In [2]:
import warnings
warnings.filterwarnings('ignore')

import pandas as pd
import matplotlib.pyplot as plt
import seaborn as sns
from itertools import combinations
from mlxtend.frequent_patterns import apriori, association_rules
from tqdm import tqdm
import plotly.express as px
from sklearn.preprocessing import MinMaxScaler
import requests

In [3]:
API_URL = 'https://api-inference.huggingface.co/models/mistralai/Mistral-7B-Instruct-v0.2'
headers = {'Authorization': f'Bearer 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'}
file = 'C:/Users/Rattapong.Pojpatin/Downloads/ECommerce_consumer behaviour.csv/ECommerce_consumer behaviour.csv'
# file = 'C:/Users/Rattapong.Pojpatin/Downloads/archive (2)/pizza_sales.csv'

In [110]:
def query(payload):
    response = requests.post(API_URL,
                             headers = headers,
                             json = payload)
    return dict(response.json()[0])['generated_text']

def format_instruction(instruction: str):
    # instruction_prompt = 'Shortly suggest product based on this Association Rule data in 2 sentences only: '
    # instruction_prompt = 'Suggest 1 chart type for this data, you can only return this format [chart_type, x, y]: '
    instruction_prompt = 'My data contains columns: product_name_lhs,product_name_rhs,Support,Confidence,Lift. Generate this format in order [chart_type, x, y, filter] from the following instruction and no need to introduce me just tell me each value (if the format is not completed please tell me): '
    instruction_text = "[INST] " + instruction_prompt + instruction + " [/INST]"
    return instruction_text

def format_output(output, instruction):
    output = output.replace(instruction, '').strip()
    return output

def generate_summary_chart(instruction: str):
    instruction = format_instruction(instruction = instruction)
    data = query({"inputs": instruction})
    output = format_output(output = data, instruction = instruction)
    return output

In [4]:
df = pd.read_csv(file)
df = df[['order_id','product_name']]

In [5]:
df_merge = pd.merge(left = df, 
                    right = df,
                    how = 'left',
                    on = 'order_id',
                    suffixes = ['_lhs', '_rhs'])
df_merge = df_merge[df_merge['product_name_lhs'] != df_merge['product_name_rhs']]
df_merge.drop_duplicates(inplace = True)

In [6]:
df_merge['Frequency LHS'] = df_merge.groupby('product_name_lhs')['order_id'].transform('nunique')
df_merge['Frequency RHS'] = df_merge.groupby('product_name_rhs')['order_id'].transform('nunique')
df_merge['Frequency'] = df_merge.groupby(['product_name_lhs', 'product_name_rhs'])['product_name_lhs'].transform('count')

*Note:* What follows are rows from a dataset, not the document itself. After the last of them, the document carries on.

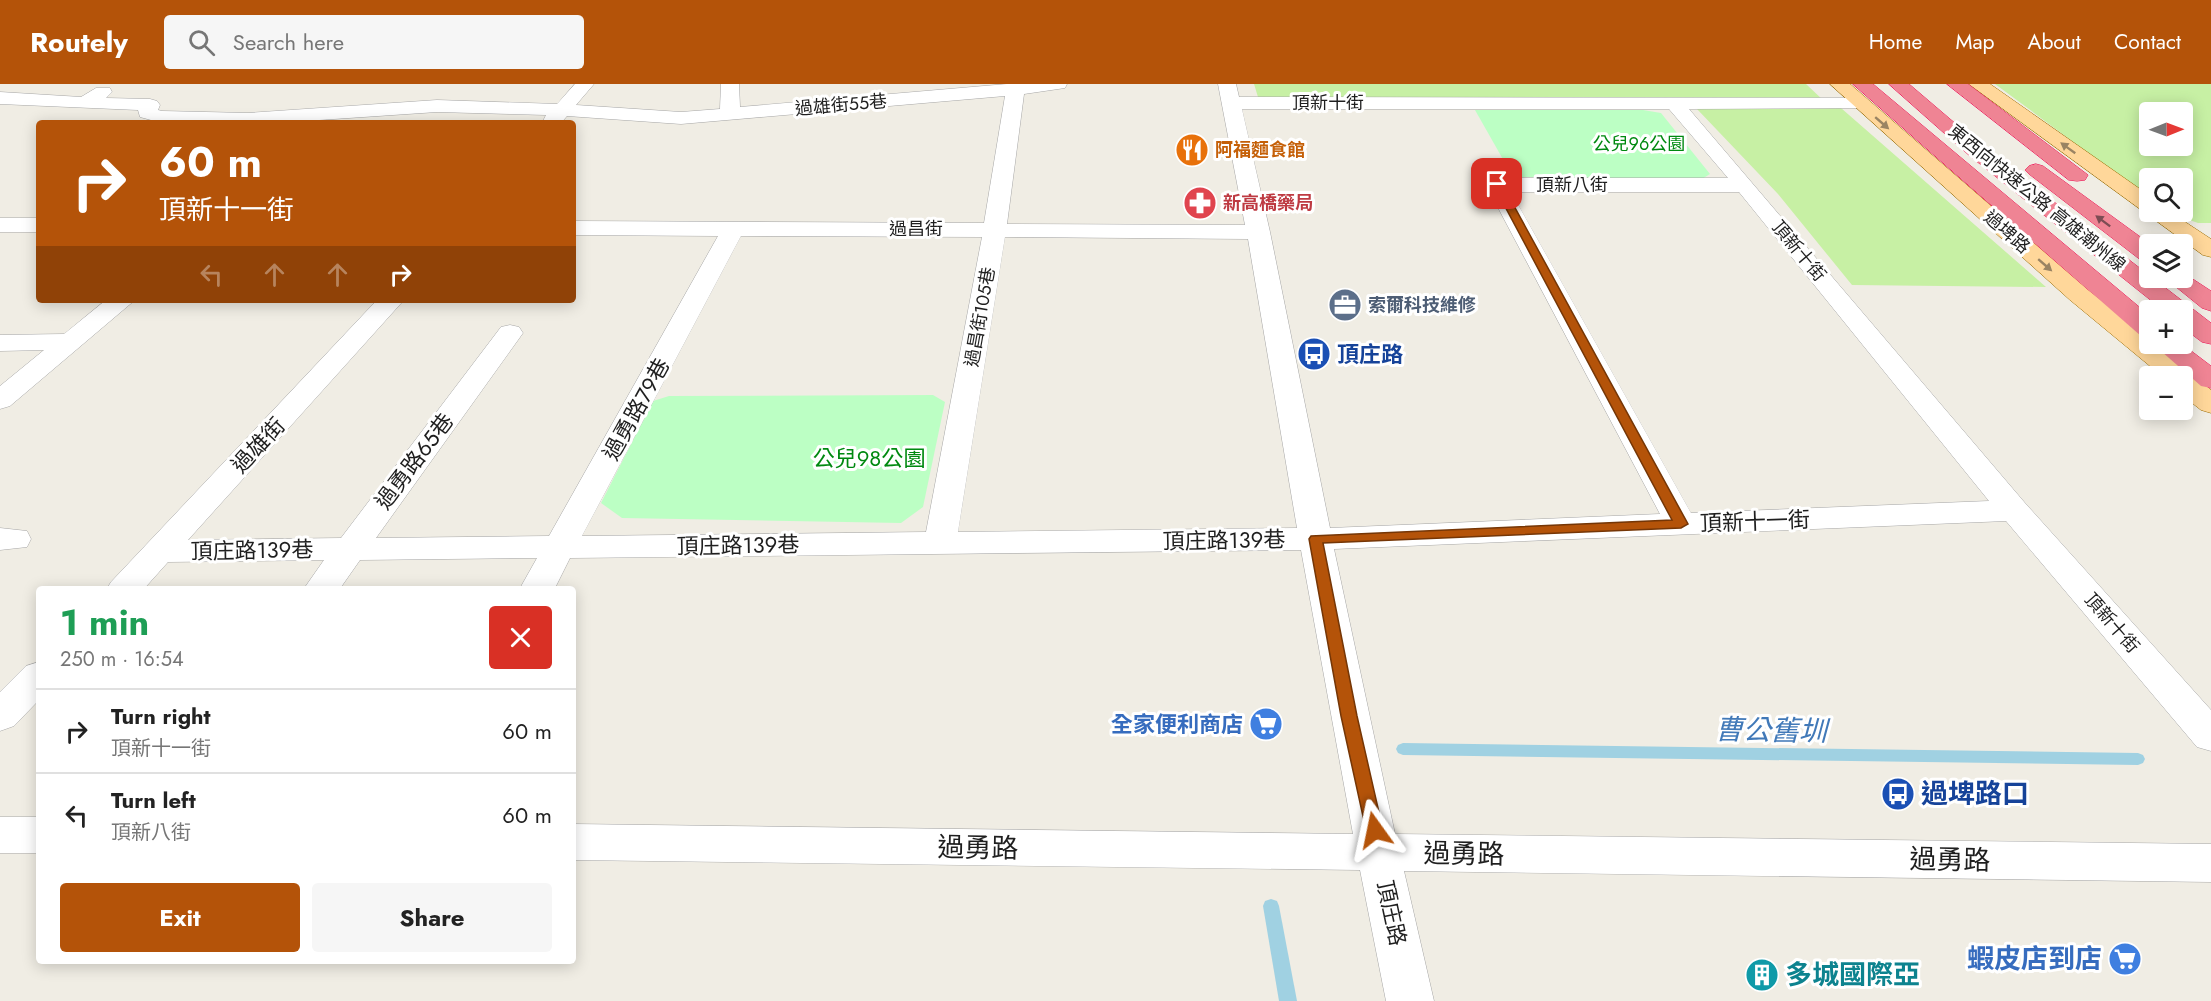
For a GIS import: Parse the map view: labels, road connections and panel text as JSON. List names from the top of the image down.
{
  "streets": {
    "highway": ["東西向快速公路 高雄潮州線"],
    "main road": ["過埤路"],
    "street": [
      "頂新十街",
      "過雄街55巷",
      "頂新八街",
      "過昌街",
      "過昌街105巷",
      "過勇路79巷",
      "過雄街",
      "過勇路65巷",
      "頂新十一街",
      "頂庄路139巷",
      "過勇路",
      "頂庄路"
    ]
  },
  "crossings": [
    ["頂新十街", "頂新八街"],
    ["頂新十街", "頂新十一街"],
    ["頂新十街", "頂庄路"],
    ["過雄街55巷", "過昌街105巷"],
    ["頂新八街", "頂新十一街"],
    ["過昌街", "過昌街105巷"],
    ["過昌街", "過勇路79巷"],
    ["過昌街", "頂庄路"],
    ["過昌街105巷", "頂庄路139巷"],
    ["過勇路79巷", "頂庄路139巷"],
    ["過雄街", "頂庄路139巷"],
    ["過勇路65巷", "頂庄路139巷"],
    ["頂新十一街", "頂庄路139巷"],
    ["頂新十一街", "頂庄路"],
    ["頂庄路139巷", "頂庄路"],
    ["過勇路", "頂庄路"]
  ],
  "water": ["曹公舊圳"],
  "parks": ["公兒96公園", "公兒98公園"],
  "places": {
    "restaurant": ["阿福麵食館"],
    "pharmacy": ["新高橋藥局"],
    "office": ["索爾科技維修"],
    "bus stop": ["頂庄路", "過埤路口"],
    "supermarket": ["全家便利商店", "蝦皮店到店"],
    "building": ["多城國際亞"]
  },
  "north": "right",
  "page": {
    "header": "Routely",
    "search": "Search here",
    "nav": [
      "Home",
      "Map",
      "About",
      "Contact"
    ],
    "map_buttons": ["+", "−"],
    "turn": ["60 m", "頂新十一街"],
    "heading": ["1 min", "250 m · 16:54"],
    "list": [
      {
        "name": "Turn right",
        "note": "頂新十一街",
        "value": "60 m"
      },
      {
        "name": "Turn left",
        "note": "頂新八街",
        "value": "60 m"
      }
    ],
    "buttons": ["Exit", "Share"]
  }
}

total_transactions = len(df_merge['order_id'].unique())
df_merge['Support'] = df_merge['Frequency'] / total_transactions

df_merge['Confidence'] = df_merge['Frequency'] / df_merge['Frequency LHS']

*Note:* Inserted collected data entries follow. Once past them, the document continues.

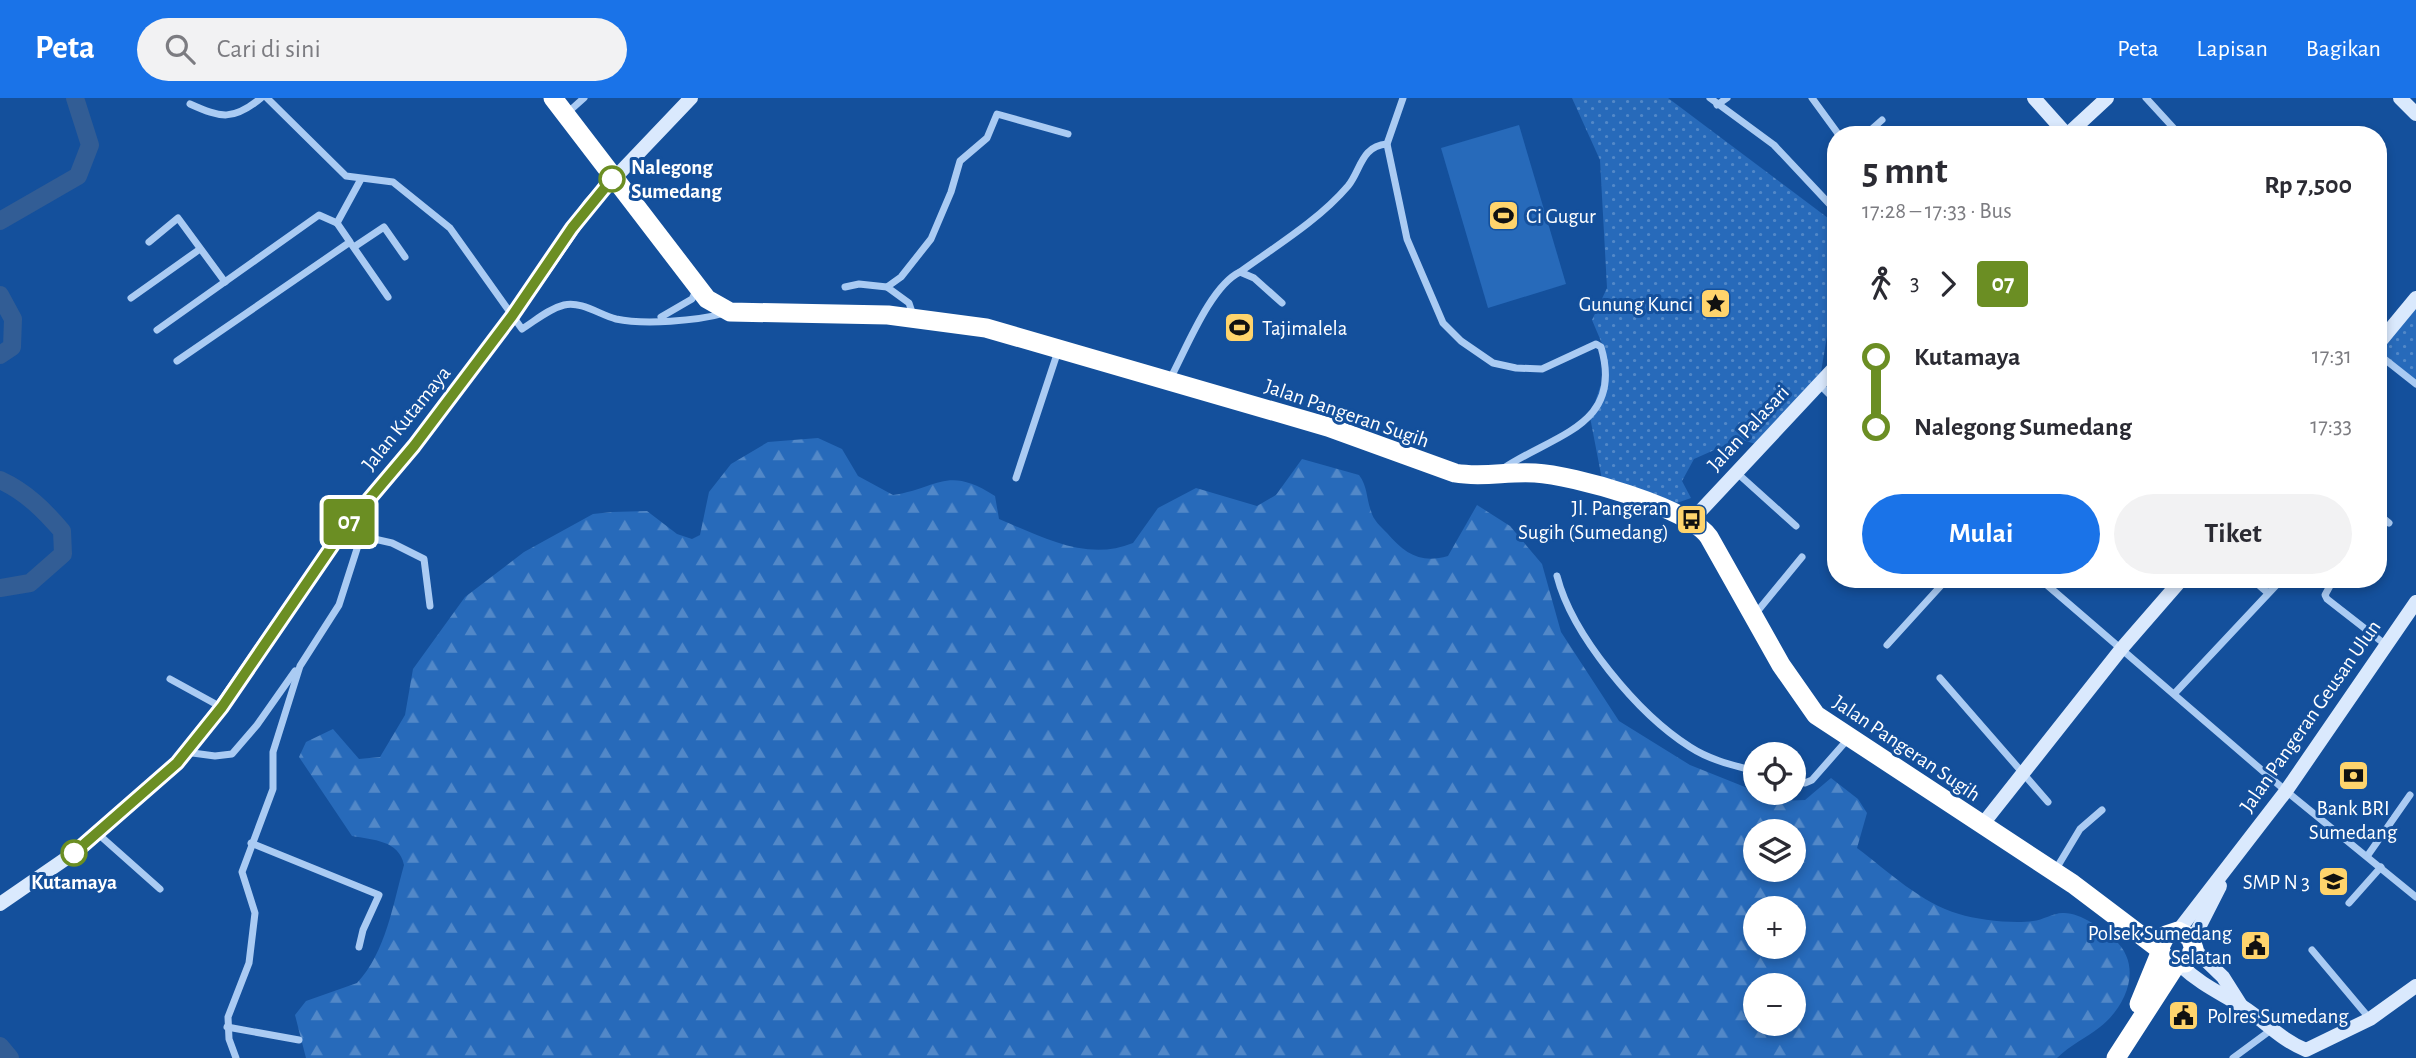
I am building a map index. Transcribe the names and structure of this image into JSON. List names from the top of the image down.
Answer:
{
  "streets": {
    "highway": ["Jalan Pangeran Sugih"],
    "main road": ["Jalan Kutamaya", "Jalan Palasari", "Jalan Pangeran Geusan Ulun"]
  },
  "crossings": [
    ["Jalan Pangeran Sugih", "Jalan Palasari"],
    ["Jalan Pangeran Sugih", "Jalan Pangeran Geusan Ulun"]
  ],
  "places": {
    "other": ["Nalegong Sumedang", "Kutamaya"],
    "sports": ["Ci Gugur", "Tajimalela"],
    "place": ["Gunung Kunci"],
    "bus stop": ["Jl. Pangeran Sugih (Sumedang)"],
    "bank": ["Bank BRI Sumedang"],
    "school or university": ["SMP N 3"],
    "public building": ["Polsek Sumedang Selatan", "Polres Sumedang"]
  },
  "lines": ["bus line 07"],
  "page": {
    "header": "Peta",
    "search": "Cari di sini",
    "nav": ["Peta", "Lapisan", "Bagikan"],
    "on_map": "07",
    "heading": ["5 mnt", "17:28 – 17:33 · Bus", "Rp 7,500"],
    "legs": ["3", "07"],
    "list": [
      {
        "name": "Kutamaya",
        "value": "17:31"
      },
      {
        "name": "Nalegong Sumedang",
        "value": "17:33"
      }
    ],
    "buttons": ["Mulai", "Tiket"],
    "map_buttons": ["+", "−"]
  }
}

df_merge['Lift'] = df_merge['Confidence'] / (df_merge['Frequency RHS'] / total_transactions)
df_merge.head()

Unnamed: 0,order_id,product_name_lhs,product_name_rhs,Frequency LHS,Frequency RHS,Frequency,Support,Confidence,Lift
1,2425083,baking ingredients,soy lactosefree,15213,33446,3596,0.019186,0.236377,1.324653
2,2425083,baking ingredients,butter,15213,14760,2671,0.014251,0.175574,2.229534
3,2425083,baking ingredients,fresh vegetables,15213,88231,8758,0.046727,0.575692,1.222954
6,2425083,baking ingredients,yogurt,15213,52396,4641,0.024761,0.305068,1.09129
7,2425083,baking ingredients,canned meals beans,15213,13914,1657,0.008841,0.10892,1.467226


In [7]:
df_final = df_merge[df_merge['Support'] > 0.05].sort_values(by = 'Lift', ascending = False)
df_final.drop('order_id', axis = 1, inplace = True)
df_final.drop_duplicates(inplace = True)

In [83]:
product_filter = 'yogurt'
df_product = df_final[df_final['product_name_lhs'] == product_filter]
scaler = MinMaxScaler(feature_range=(1, 100))
df_product['Scaled_Lift'] = scaler.fit_transform(df_product[['Lift']])

In [111]:
fig = px.scatter_3d(df_product, 
                    x='Support', 
                    y='Confidence', 
                    z='Lift',
                    color='Confidence',
                    color_continuous_scale='viridis',
                    size='Scaled_Lift',
                    size_max=50,
                    hover_data=['product_name_lhs', 'product_name_rhs'],
                    labels={'Support': 'Support', 
                            'Confidence': 'Confidence', 
                            'Lift': 'Lift'},
                    title='3D Scatter Plot with Labeled Data Points',
                    animation_frame=None)

fig.update_layout(height=600, width=800)
fig.show()
generate_summary_chart(str(pd.concat(
    [df_product[['product_name_lhs','product_name_rhs','Support','Confidence','Lift']].sort_values(by = 'Lift', ascending = False).iloc[0:2,:],
    df_product[['product_name_lhs','product_name_rhs','Support','Confidence','Lift']].sort_values(by = 'Confidence', ascending = False).iloc[0:1,:]],
    axis = 0
).drop_duplicates()))

'chart_type="Column Chart",\nx=["product\\_name\\_lhs"],\ny=["Support"],\nfilter={"Products": ["yogurt"], "Columns": ["product\\_name\\_rhs"], Values: ["milk", "packaged cheese", "fresh fruits"]}\n\nFor each data point, the y value would correspond to the specified Support value. The x-axis would represent the product\\_name\\_lhs values (yogurt'

In [115]:
instruction_prompt = 'My data contains columns: product_name_lhs,product_name_rhs,Support,Confidence,Lift. Generate this format in order [chart_type, x, y, filter] from the following instruction and no need to introduce me just tell me each value (if the format is not completed please tell me): '
output = generate_summary_chart('I want to know the confidence and lift of yogurt')
print(output)

[ "barChart", ["product\_name\_rhs"], ["Confidence", "Lift"], {"product\_name\_rhs": ["yogurt"]} ]